Pedestrians who move through the gate may not be aware that they pass by several small but important incisions left in the wall by recent historical processes. With proper reflection, these breadcrumbs embedded in Jerusalem’s architecture can lead us toward a better appreciation of the city’s history. In today’s newsletter, I want to pause at Jaffa Gate and take a brief look at three of them and the important windows into Jerusalem’s past they provide.
Opening the Wall
Unlike at most other gates of the Old City, pedestrians at Jaffa Gate may choose between two entrances—either the original bent-axis gate proper or a breach in the wall between the gatehouse and the Citadel walls where the modern road is paved. Since fortifications are never built with gaps, we may surmise that this opening at Jaffa Gate was made for a specific purpose during a time of peace. As is widely known, the creation of this new access point took place in 1898 as part of the preparations for the visit of Kaiser Wilhelm II who inaugurated the Church of the Redeemer on October 31.1 The opening in the walls allowed the Kaiser and his entourage to ride comfortably into Jerusalem on horses and carriages. Conrad Schick detailed these changes and even provided a map illustrating them.2
While it is often said that “a breach was made in the walls” for the Kaiser’s visit, this is only partially correct. Because the Ottoman city wall was not built very high in this location, five or six courses at most needed to be removed to accommodate the German ruler. The reason for the unimposing height of the wall here was the deep moat located outside the gate (today buried under the modern road). The bulk of the preparatory work was actually filling in this most rather than knocking down the wall.
Evidence of the shortening of the wall can still be see in an irregular pattern of stones on the southern face of the gatehouse to which the wall originally connected. A small trench cut into the modern paving stones along the road traces the original location of the city wall. Pedestrians winding through the interior of the gate itself, or simply passing over the 1898 breach in a hurry will not notice them. Nonetheless, they are physical reminders of what was an important event in Jerusalem, illustrating the growing imperial interest in the city at the end of the 19th century.
A Shared Center
In addition to the new settlements and compounds built outside Jerusalem’s walls from the middle of the 19th century on, the city also began to expand organically from the inside out. The outgrowth at Jaffa Gate catalyzed the development of a shared public center, including a water fountain, clock tower, the municipal building, banks, cafes, post offices, and a number of other important establishments (see further details here). This urban growth around Jaffa Road was appropriate geographically as it was the meeting point between the city and commercial traffic arriving from the Mediterranean coast. Today only a few buildings from Jerusalem’s Late Ottoman public center remain below in the newly built Mamilla Mall. Some were moved there in order to be preserved, such as the Stern House where Theodor Hertzl stayed during his first visit to Jerusalem in 1898, deliberately coinciding with the Kaiser’s arrival (see above).

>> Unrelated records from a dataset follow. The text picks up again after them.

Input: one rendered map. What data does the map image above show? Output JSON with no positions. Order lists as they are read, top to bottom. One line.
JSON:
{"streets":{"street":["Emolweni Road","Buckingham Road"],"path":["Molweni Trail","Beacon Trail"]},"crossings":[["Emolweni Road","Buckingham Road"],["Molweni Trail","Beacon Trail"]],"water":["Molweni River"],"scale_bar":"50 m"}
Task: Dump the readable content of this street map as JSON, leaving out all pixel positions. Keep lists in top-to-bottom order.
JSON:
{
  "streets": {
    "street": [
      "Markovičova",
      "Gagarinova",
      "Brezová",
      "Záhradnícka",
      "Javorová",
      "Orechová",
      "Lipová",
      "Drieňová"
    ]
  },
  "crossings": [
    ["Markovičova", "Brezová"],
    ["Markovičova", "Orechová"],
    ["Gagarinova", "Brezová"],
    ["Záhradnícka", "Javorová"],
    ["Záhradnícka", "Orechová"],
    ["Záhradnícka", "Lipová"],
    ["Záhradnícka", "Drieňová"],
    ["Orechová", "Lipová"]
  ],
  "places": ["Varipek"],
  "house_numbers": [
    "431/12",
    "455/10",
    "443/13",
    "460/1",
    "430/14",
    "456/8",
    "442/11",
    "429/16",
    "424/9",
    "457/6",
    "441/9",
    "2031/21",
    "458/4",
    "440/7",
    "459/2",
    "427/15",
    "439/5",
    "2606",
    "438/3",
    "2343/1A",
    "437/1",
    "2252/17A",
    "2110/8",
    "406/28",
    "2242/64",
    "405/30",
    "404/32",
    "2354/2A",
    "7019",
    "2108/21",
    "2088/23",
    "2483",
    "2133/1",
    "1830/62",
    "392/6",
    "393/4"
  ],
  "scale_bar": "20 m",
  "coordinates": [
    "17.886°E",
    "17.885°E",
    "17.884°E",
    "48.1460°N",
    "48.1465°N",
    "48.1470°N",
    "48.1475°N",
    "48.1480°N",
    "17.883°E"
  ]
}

So what happened to Jerusalem’s shared public center?
During the British Mandate Period, the architect Charles Ashbee envisioned a future where the visibility of Jerusalem’s Old City walls would eventually require the destruction of buildings obscuring it. Though his plan was not entirely realized during the Mandate Period, the wheels were put in motion. The clock tower and water fountain were dismantled, and key institutions were moved from this area to other locations, slowly removing the civic importance of this shared center (Wallach 2020:149). It later fell into disrepair after the events leading up to 1948 and sat in No Man’s Land during the years of Divided Jerusalem. The buildings along the Old City wall were dismantled after 1967, and over the course of several decades following, the Mamilla Mall was planned and eventually built at its foot, leaving the wall above unobscured. Although arising from historical mechanisms not directly related to Ashbee, the spirit of his original urban plan for the area had been fulfilled. Standing in the empty plaza outside Jaffa Gate today, visitors grasp neither the area’s former importance nor the circumstances of its undoing.

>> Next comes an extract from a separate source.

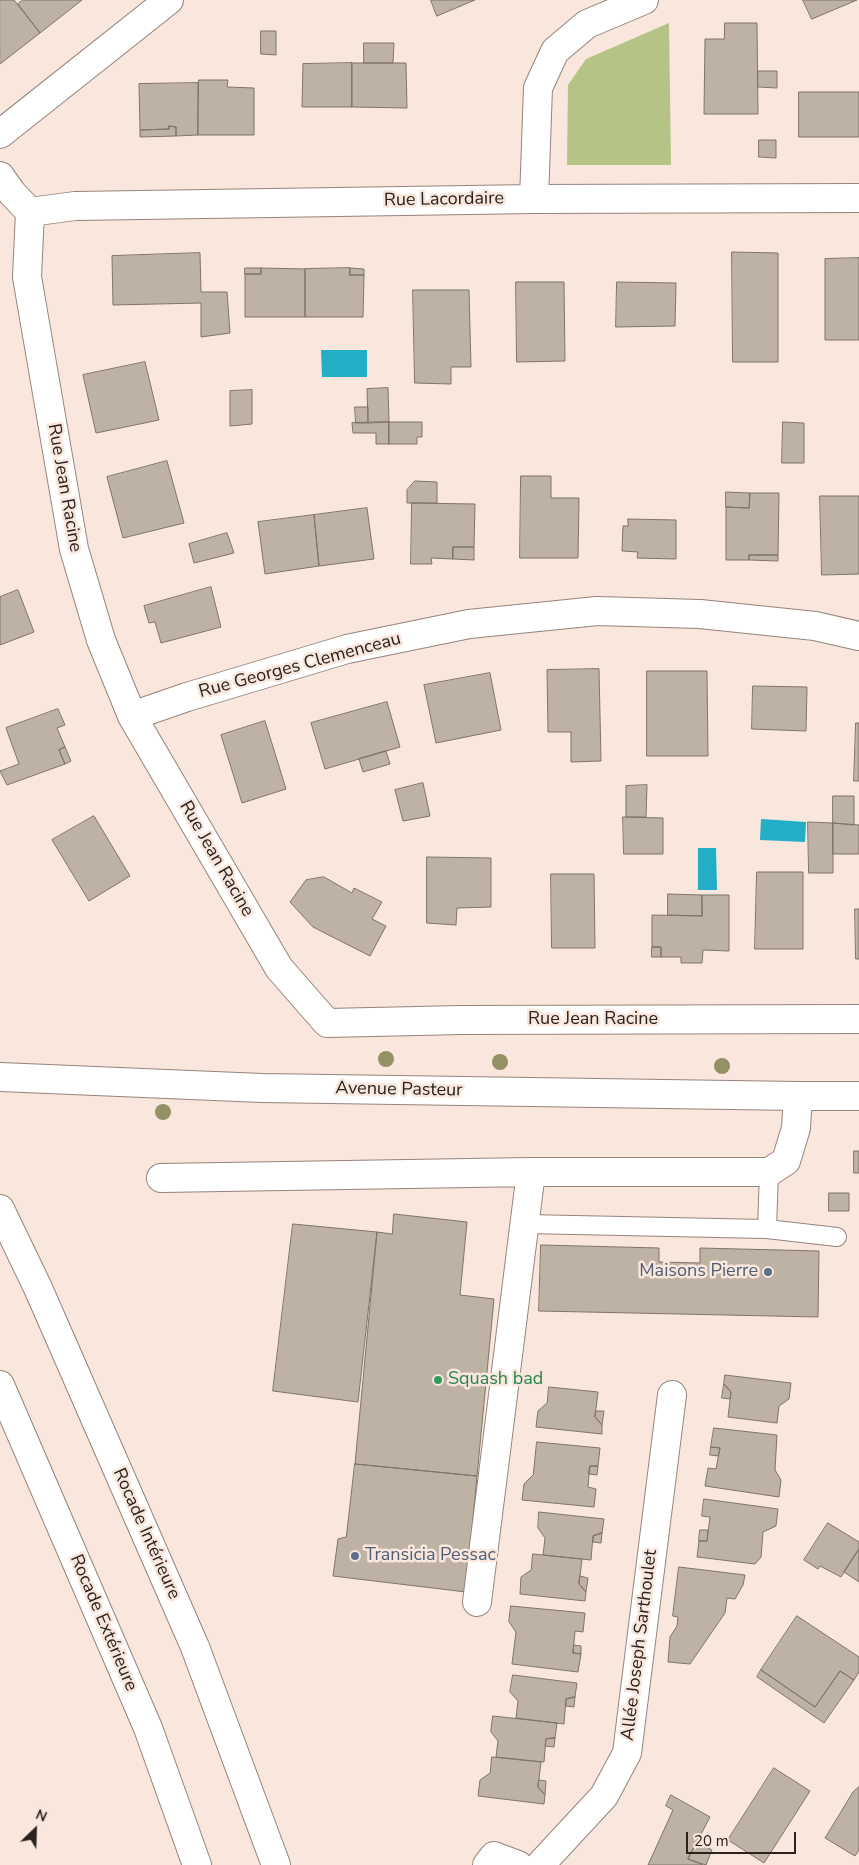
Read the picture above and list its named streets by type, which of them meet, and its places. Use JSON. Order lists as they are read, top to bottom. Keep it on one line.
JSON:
{"streets":{"main road":["Rue Lacordaire","Rue Jean Racine","Rue Georges Clemenceau","Avenue Pasteur","Rocade Intérieure","Rocade Extérieure","Allée Joseph Sarthoulet"]},"crossings":[["Rue Lacordaire","Rue Jean Racine"],["Rue Jean Racine","Rue Georges Clemenceau"]],"places":["Maisons Pierre","Squash bad","Transicia Pessac"],"scale_bar":"20 m","north":"top right"}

Although Jerusalem’s Late Ottoman center has been long removed, some cuttings in the wall outside Jaffa Gate show outlines of a few buildings that made up this area in the 19th century. The photos below demonstrate two such examples. Perhaps others can be found along the wall further west.
Marking Sea Level
Our last architectural breadcrumb is a small incision outside Jaffa Gate on its bottom right jamb. This chiseled work is a “bench mark” that was cut into Jaffa Gate during the Ordnance Survey of Jerusalem. This mission took place in 1865 and was led by British Royal Engineer Charles Wilson. Wilson sought to thoroughly explore Jerusalem and its environs with the ostensible goal of improving the city’s water supply. Wilson’s survey reports about Jerusalem covered various aspects of the terrain, architecture, and population but also emphasized the historical and biblical importance of his explorations. The mission’s success was the springboard for the formation of the Palestine Exploration Fund later that year.

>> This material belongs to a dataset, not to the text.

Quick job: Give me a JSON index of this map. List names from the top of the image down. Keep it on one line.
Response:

The most important products of this mission were the extremely accurate maps and plans of Jerusalem based on the high survey standards of British Royal Engineers. Due to its topographic accuracy, the Ordnance Survey Map came to be used widely by geographers and historians of Jerusalem after its creation, and it remains useful today. However, Wilson’s map imposed the popular four-quarter division onto Jerusalem, something that was totally foreign to the city’s inhabitants (see more here). Nevertheless, for the first time, a map of Jerusalem was created that included precise elevations above sea level. These elevations were ascertained literally by walking between Jerusalem and the Mediterranean Sea with sticks and chains in hand, marking the changes in elevation as they went (“leveling”). The expedition also leveled down to the Dead Sea.3
At some places along their routes between the seas, as well as in Jerusalem, Wilson's team incised bench marks from which they took elevation readings. These bench marks consist of two parts: an arrow pointing upward and a horizontal bar above it (see photo below). An angle iron was inserted into the horizontal bar which served as a “bench” for the leveling stick. The example at Jaffa Gate is one of a small number that have survived from this watershed survey that mapped Jerusalem as it was beginning to expand outside the city walls in the 19th century.4 The mark is also a witness to Jerusalem's Late Ottoman past, since the majority of the Old City roads and architecture remain exactly as they did in 1865.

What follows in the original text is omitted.